Source records:
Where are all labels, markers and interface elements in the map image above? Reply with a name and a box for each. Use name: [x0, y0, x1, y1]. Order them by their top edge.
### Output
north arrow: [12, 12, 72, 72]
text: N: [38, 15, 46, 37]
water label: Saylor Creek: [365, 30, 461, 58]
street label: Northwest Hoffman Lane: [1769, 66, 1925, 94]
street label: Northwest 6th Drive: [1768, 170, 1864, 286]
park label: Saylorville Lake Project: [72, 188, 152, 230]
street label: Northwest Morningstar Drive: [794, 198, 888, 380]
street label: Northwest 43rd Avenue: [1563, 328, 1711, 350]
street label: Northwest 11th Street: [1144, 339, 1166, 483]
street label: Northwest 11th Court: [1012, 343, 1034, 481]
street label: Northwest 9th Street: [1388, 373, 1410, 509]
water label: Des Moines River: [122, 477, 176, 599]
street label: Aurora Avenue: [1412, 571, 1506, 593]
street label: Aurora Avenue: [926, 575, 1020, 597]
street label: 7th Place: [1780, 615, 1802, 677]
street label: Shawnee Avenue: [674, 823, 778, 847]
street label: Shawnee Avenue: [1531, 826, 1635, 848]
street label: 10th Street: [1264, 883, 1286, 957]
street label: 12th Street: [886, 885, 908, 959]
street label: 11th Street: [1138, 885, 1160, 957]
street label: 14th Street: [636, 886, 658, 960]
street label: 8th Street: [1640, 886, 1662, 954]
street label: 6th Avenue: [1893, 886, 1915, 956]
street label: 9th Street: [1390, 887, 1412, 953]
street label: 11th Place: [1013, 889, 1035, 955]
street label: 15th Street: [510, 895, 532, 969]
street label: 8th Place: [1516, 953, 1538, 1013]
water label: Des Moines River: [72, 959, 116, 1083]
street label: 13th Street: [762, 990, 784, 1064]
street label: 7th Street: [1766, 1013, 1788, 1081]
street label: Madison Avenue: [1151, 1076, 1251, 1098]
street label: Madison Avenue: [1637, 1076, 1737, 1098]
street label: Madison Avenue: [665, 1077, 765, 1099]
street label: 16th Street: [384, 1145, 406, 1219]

YOUR TASK: Every entry, from top to bottom, should be repeated word for word.

SOLUTION FOR THIS PROBLEM:
Where are all labels, markers and interface elements in the map image above? Reply with a name and a box for each. Use name: [x0, y0, x1, y1]. Order them by their top edge.
### Output
north arrow: [12, 12, 72, 72]
text: N: [38, 15, 46, 37]
water label: Saylor Creek: [365, 30, 461, 58]
street label: Northwest Hoffman Lane: [1769, 66, 1925, 94]
street label: Northwest 6th Drive: [1768, 170, 1864, 286]
park label: Saylorville Lake Project: [72, 188, 152, 230]
street label: Northwest Morningstar Drive: [794, 198, 888, 380]
street label: Northwest 43rd Avenue: [1563, 328, 1711, 350]
street label: Northwest 11th Street: [1144, 339, 1166, 483]
street label: Northwest 11th Court: [1012, 343, 1034, 481]
street label: Northwest 9th Street: [1388, 373, 1410, 509]
water label: Des Moines River: [122, 477, 176, 599]
street label: Aurora Avenue: [1412, 571, 1506, 593]
street label: Aurora Avenue: [926, 575, 1020, 597]
street label: 7th Place: [1780, 615, 1802, 677]
street label: Shawnee Avenue: [674, 823, 778, 847]
street label: Shawnee Avenue: [1531, 826, 1635, 848]
street label: 10th Street: [1264, 883, 1286, 957]
street label: 12th Street: [886, 885, 908, 959]
street label: 11th Street: [1138, 885, 1160, 957]
street label: 14th Street: [636, 886, 658, 960]
street label: 8th Street: [1640, 886, 1662, 954]
street label: 6th Avenue: [1893, 886, 1915, 956]
street label: 9th Street: [1390, 887, 1412, 953]
street label: 11th Place: [1013, 889, 1035, 955]
street label: 15th Street: [510, 895, 532, 969]
street label: 8th Place: [1516, 953, 1538, 1013]
water label: Des Moines River: [72, 959, 116, 1083]
street label: 13th Street: [762, 990, 784, 1064]
street label: 7th Street: [1766, 1013, 1788, 1081]
street label: Madison Avenue: [1151, 1076, 1251, 1098]
street label: Madison Avenue: [1637, 1076, 1737, 1098]
street label: Madison Avenue: [665, 1077, 765, 1099]
street label: 16th Street: [384, 1145, 406, 1219]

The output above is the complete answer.